# EXERCISE BRIEF:
Two lines in the data below mark the range: the one with "height:28px; margin:-14px; padding:0" and the one with "position:absolute; left:24px; top:1786px;". Return both, along with every line between them, exactly.

# DATA IN THIS EXERCISE:
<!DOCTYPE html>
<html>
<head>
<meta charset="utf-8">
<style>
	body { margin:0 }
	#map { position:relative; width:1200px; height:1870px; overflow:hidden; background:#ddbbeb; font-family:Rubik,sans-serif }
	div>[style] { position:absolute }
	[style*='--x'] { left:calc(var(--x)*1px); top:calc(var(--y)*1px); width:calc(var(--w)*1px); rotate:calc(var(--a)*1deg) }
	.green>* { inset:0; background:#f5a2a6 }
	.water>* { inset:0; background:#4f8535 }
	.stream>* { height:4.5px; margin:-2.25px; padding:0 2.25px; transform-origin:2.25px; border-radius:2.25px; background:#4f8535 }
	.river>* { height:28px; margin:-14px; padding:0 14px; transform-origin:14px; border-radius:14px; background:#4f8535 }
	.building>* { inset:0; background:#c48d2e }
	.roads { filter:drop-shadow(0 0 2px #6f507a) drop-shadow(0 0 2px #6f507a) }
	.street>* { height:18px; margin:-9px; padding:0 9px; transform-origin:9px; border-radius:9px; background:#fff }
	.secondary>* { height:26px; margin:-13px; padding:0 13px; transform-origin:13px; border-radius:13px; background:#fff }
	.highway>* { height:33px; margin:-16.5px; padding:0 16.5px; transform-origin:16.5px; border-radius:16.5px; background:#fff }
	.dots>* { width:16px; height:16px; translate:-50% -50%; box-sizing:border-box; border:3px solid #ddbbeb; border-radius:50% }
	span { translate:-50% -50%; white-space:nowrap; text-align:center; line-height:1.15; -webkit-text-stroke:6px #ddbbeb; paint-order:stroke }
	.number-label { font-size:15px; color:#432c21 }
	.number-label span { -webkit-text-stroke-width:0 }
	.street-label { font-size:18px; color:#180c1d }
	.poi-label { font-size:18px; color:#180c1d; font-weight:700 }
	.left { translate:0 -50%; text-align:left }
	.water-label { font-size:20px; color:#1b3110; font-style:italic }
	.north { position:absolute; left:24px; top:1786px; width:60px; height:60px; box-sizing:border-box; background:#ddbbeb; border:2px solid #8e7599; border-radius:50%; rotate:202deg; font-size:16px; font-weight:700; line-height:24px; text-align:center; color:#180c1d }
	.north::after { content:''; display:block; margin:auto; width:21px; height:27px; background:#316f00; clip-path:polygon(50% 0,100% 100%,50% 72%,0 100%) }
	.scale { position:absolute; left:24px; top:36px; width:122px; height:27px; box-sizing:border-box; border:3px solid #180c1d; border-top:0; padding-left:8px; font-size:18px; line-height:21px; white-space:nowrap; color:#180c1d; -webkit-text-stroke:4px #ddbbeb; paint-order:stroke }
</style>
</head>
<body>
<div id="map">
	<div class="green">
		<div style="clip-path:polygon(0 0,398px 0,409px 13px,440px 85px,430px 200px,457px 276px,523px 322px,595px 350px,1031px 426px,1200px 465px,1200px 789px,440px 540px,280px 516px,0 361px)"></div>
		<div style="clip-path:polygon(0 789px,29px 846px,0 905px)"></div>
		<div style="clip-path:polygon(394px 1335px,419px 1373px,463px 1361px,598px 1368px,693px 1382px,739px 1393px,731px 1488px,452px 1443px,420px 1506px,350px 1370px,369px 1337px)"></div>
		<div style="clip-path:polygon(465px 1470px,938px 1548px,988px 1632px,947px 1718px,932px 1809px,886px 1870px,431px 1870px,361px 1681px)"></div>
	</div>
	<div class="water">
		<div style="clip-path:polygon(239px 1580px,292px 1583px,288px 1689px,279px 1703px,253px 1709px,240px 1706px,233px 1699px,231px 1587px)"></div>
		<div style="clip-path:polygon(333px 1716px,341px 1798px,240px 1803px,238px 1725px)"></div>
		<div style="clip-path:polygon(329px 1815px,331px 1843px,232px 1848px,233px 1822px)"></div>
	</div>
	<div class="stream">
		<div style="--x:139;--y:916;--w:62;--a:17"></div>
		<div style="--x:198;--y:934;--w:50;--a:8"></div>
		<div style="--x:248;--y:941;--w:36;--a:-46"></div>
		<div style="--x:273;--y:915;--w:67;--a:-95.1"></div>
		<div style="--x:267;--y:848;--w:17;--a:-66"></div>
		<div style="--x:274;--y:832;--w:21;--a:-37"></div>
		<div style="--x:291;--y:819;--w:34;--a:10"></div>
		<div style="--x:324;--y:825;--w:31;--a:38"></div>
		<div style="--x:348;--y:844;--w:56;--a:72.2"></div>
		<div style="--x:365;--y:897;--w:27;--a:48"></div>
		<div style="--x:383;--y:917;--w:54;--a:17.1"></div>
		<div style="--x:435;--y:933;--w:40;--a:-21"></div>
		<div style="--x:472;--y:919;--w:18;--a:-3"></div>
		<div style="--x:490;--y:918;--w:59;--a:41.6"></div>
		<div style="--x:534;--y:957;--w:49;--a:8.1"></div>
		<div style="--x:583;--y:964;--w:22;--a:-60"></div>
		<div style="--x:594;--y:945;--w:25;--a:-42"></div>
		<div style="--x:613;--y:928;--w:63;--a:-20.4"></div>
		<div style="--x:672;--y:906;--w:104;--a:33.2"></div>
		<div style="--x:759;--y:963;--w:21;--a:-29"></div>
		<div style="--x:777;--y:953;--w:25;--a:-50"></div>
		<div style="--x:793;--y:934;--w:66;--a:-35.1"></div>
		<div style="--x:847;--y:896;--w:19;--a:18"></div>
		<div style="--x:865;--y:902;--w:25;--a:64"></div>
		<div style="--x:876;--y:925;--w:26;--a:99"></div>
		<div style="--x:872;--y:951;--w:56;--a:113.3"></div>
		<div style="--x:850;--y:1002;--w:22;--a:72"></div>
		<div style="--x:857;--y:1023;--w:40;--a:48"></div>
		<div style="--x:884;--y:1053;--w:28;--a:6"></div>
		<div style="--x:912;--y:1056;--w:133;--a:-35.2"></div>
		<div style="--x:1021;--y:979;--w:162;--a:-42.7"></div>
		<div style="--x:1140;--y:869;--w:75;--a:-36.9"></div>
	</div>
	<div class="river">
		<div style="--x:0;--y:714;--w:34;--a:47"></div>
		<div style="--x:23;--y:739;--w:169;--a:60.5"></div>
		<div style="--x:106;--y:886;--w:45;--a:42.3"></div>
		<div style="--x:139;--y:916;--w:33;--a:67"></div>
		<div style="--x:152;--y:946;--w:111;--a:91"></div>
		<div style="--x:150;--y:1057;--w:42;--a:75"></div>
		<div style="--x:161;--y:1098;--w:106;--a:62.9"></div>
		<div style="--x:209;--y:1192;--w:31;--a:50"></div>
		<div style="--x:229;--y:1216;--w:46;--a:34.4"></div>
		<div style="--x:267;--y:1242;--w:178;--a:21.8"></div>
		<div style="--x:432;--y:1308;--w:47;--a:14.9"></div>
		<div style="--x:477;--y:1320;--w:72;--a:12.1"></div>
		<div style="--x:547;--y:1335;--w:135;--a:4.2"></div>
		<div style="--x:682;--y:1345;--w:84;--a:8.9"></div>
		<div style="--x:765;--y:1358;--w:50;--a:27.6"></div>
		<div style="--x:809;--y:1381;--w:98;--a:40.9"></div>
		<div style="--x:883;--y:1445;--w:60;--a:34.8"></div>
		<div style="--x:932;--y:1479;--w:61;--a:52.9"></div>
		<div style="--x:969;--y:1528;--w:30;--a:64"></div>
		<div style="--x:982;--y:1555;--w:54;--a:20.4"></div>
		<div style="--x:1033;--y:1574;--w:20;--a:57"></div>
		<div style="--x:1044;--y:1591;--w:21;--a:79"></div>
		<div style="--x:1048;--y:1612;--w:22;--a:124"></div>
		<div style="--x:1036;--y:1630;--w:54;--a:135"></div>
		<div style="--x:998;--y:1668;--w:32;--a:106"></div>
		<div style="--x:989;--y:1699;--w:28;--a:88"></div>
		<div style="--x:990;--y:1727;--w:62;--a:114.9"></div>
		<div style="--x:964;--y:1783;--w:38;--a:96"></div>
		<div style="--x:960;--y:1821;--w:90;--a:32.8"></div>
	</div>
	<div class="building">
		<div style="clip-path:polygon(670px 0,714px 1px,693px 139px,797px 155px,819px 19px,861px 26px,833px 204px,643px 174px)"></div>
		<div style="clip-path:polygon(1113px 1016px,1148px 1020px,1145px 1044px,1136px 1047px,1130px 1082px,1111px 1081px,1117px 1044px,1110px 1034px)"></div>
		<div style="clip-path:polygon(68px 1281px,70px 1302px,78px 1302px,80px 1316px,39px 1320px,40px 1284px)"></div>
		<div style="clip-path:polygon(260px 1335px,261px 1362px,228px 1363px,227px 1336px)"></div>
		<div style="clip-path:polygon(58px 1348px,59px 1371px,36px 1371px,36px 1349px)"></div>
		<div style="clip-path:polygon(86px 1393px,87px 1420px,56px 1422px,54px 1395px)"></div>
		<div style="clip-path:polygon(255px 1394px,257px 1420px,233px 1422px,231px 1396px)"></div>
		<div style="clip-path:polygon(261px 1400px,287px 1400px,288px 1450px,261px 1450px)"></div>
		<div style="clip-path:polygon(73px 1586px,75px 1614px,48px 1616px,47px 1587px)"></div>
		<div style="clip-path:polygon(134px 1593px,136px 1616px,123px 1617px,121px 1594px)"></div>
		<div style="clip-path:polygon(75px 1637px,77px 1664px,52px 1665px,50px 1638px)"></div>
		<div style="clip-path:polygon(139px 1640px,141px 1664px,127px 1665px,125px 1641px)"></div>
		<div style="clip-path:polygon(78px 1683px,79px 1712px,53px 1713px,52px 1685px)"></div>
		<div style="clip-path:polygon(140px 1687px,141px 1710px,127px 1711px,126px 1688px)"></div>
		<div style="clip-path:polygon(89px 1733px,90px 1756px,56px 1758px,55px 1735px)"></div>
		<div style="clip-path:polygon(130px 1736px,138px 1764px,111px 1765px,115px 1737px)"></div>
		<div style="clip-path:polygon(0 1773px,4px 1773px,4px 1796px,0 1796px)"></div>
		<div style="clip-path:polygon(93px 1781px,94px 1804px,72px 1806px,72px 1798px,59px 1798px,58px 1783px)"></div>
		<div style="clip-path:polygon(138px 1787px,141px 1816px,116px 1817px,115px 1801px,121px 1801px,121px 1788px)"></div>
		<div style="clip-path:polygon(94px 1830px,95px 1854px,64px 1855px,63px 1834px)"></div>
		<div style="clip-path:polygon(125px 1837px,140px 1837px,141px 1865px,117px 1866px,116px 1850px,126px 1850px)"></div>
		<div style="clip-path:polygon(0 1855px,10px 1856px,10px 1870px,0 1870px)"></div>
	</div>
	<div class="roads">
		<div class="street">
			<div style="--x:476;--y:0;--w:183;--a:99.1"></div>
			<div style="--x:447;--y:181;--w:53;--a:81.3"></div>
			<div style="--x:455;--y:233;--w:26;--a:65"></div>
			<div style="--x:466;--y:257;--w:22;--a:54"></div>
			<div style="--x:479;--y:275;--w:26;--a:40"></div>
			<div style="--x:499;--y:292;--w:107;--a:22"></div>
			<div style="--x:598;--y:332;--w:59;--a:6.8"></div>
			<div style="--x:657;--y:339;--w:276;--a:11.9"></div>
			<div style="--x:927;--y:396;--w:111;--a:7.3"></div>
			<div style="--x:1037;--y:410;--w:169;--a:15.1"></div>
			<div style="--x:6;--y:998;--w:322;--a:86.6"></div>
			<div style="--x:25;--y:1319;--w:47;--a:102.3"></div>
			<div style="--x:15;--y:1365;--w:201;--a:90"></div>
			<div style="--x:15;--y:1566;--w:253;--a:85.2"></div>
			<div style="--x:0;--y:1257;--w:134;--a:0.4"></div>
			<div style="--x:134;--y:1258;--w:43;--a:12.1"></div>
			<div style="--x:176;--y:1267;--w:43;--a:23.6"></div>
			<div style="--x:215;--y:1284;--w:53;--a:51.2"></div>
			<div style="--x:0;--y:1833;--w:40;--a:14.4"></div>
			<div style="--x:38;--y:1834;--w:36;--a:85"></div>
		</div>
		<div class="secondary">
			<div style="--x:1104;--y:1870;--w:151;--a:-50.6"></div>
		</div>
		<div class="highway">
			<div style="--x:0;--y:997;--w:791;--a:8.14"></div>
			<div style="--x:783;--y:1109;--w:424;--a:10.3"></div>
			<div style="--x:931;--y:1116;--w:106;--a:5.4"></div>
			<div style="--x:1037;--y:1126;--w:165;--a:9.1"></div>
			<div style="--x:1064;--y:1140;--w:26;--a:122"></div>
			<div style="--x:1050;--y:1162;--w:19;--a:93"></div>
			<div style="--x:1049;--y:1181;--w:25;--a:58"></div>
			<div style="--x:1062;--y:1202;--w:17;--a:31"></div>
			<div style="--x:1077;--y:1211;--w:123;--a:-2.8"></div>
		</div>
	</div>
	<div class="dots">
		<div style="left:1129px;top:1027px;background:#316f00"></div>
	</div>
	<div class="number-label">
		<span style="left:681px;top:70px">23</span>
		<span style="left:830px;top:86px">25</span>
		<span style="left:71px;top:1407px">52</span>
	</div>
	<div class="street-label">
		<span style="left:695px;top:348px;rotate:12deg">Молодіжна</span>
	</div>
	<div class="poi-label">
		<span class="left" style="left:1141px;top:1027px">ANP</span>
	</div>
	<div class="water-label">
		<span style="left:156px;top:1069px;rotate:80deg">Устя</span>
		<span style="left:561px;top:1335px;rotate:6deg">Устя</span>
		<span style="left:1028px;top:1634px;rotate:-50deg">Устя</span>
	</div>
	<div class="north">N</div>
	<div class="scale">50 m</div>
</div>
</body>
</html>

# SOLUTION:
	.river>* { height:28px; margin:-14px; padding:0 14px; transform-origin:14px; border-radius:14px; background:#4f8535 }
	.building>* { inset:0; background:#c48d2e }
	.roads { filter:drop-shadow(0 0 2px #6f507a) drop-shadow(0 0 2px #6f507a) }
	.street>* { height:18px; margin:-9px; padding:0 9px; transform-origin:9px; border-radius:9px; background:#fff }
	.secondary>* { height:26px; margin:-13px; padding:0 13px; transform-origin:13px; border-radius:13px; background:#fff }
	.highway>* { height:33px; margin:-16.5px; padding:0 16.5px; transform-origin:16.5px; border-radius:16.5px; background:#fff }
	.dots>* { width:16px; height:16px; translate:-50% -50%; box-sizing:border-box; border:3px solid #ddbbeb; border-radius:50% }
	span { translate:-50% -50%; white-space:nowrap; text-align:center; line-height:1.15; -webkit-text-stroke:6px #ddbbeb; paint-order:stroke }
	.number-label { font-size:15px; color:#432c21 }
	.number-label span { -webkit-text-stroke-width:0 }
	.street-label { font-size:18px; color:#180c1d }
	.poi-label { font-size:18px; color:#180c1d; font-weight:700 }
	.left { translate:0 -50%; text-align:left }
	.water-label { font-size:20px; color:#1b3110; font-style:italic }
	.north { position:absolute; left:24px; top:1786px; width:60px; height:60px; box-sizing:border-box; background:#ddbbeb; border:2px solid #8e7599; border-radius:50%; rotate:202deg; font-size:16px; font-weight:700; line-height:24px; text-align:center; color:#180c1d }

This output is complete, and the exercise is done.